“Mientras alguien recuerde por dos”

  • Comentarios de la entrada:Sin comentarios

—Quien nos roba los sueños nos roba la vida. Virginia Woolf

La memoria es una casa, pero en la suya las habitaciones se desvanecen; camina entre sombras familiares sin recordar cuál era la suya. En ocasiones conservan la risa de esos recuerdos imborrables; otras guardan el olor del petricor. Hay estancias donde la sal se pega a la piel y si uno cierra los ojos, todavía puede escuchar una voz querida llamándonos por nuestro nombre.

No irrumpe con estruendo, ni derriba puertas. Llega como un nubarrón lento, espeso, que se cuela por las grietas. Al principio es imperceptible: una llave que no aparece, un nombre que se escapa justo antes de pronunciarlo. Después, ese velo oscuro comienza a ocupar más y más espacio; hasta nublarlo todo. Borra los pasillos, desdibuja los caminos, apaga las luces una a una.

—¿Sabes quién soy? —pregunta ella con la voz más temblorosa de lo que quiere admitir.

Ella la mira en silencio. Sus ojos pequeños parecen buscar algo en un lugar al que ya no sabe llegar.

—Eres…— duda. Pero lo más importante es, que para ella lo eres todo.

Hay algo en ese nubarrón que nunca se logra borrar: el amor.

Ese que no vive en una sola estancia. Que no depende de un nombre ni de una fecha. Está en los cimientos de esa casa, en sus paredes, en la forma en que una mano reconoce a otra, incluso cuando la mente olvida.
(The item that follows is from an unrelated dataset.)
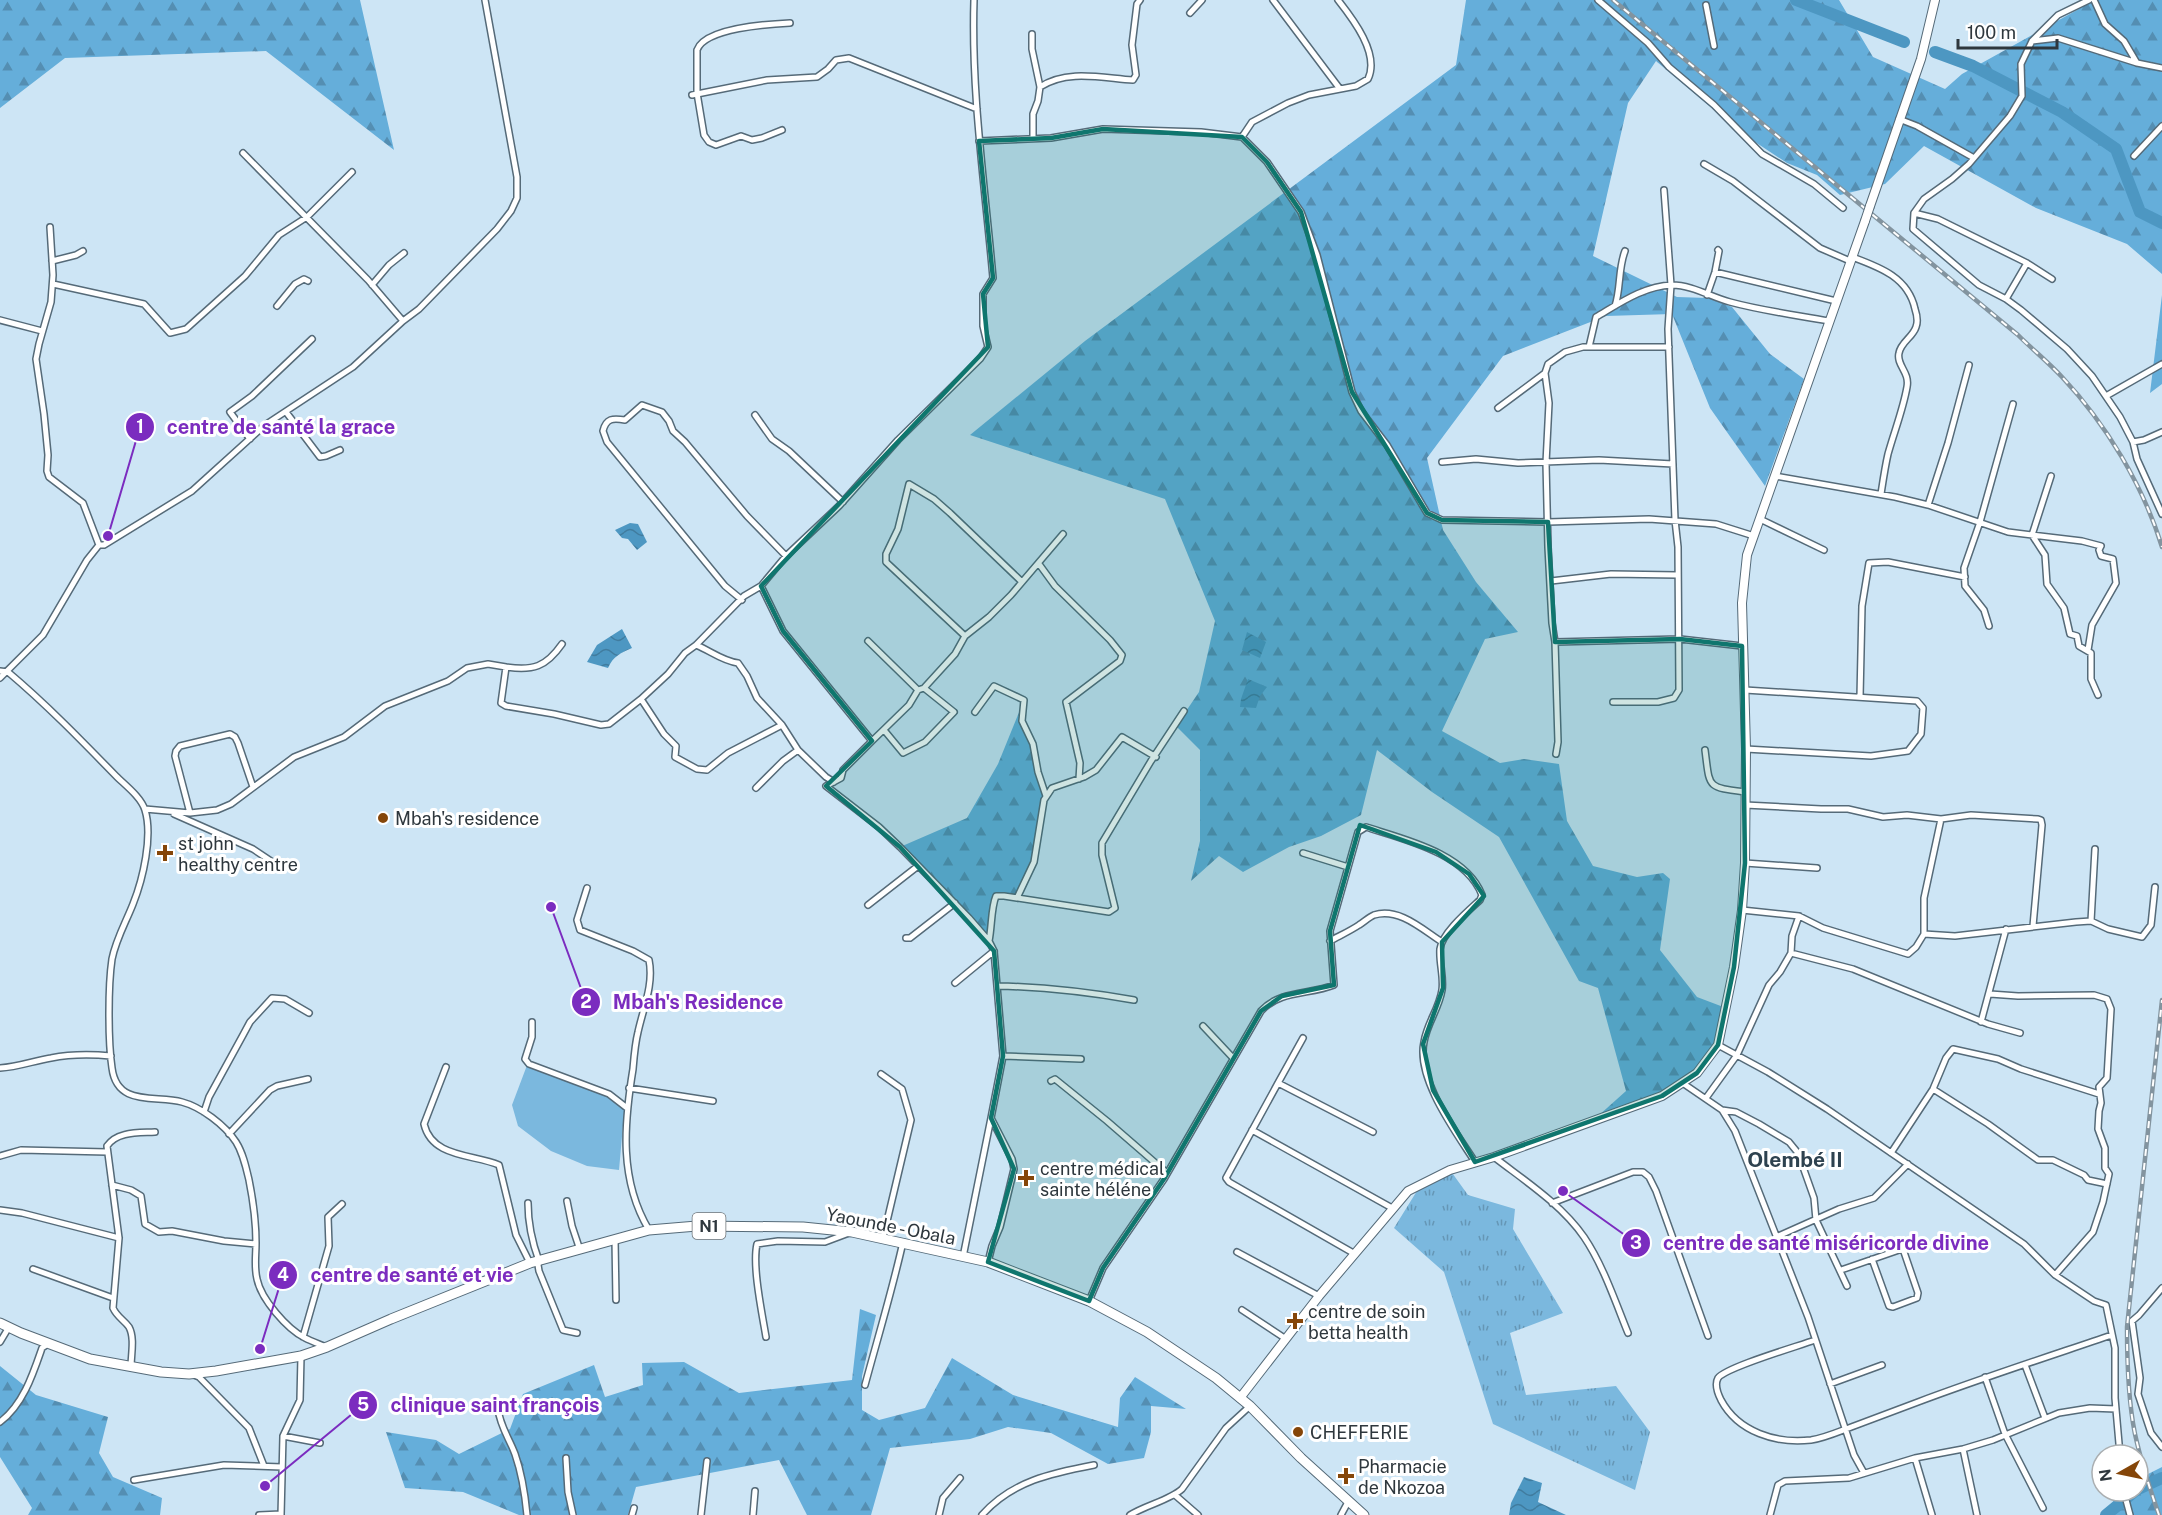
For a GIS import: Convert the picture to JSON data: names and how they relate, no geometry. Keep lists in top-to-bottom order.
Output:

Quien lo padece no deja de ser quien ha sido. Bajo el silencio y la confusión, siguen latiendo historias. Siguen las risas compartidas, los días difíciles, los abrazos que sostuvieron mundos. Y aunque ya no pueda contarlos, aún existen.

—No pasa nada —musitó ella, acercándose.

—Estoy aquí: y ella, sin entender del todo las palabras, aprieta su mano con suavidad, como si recordara.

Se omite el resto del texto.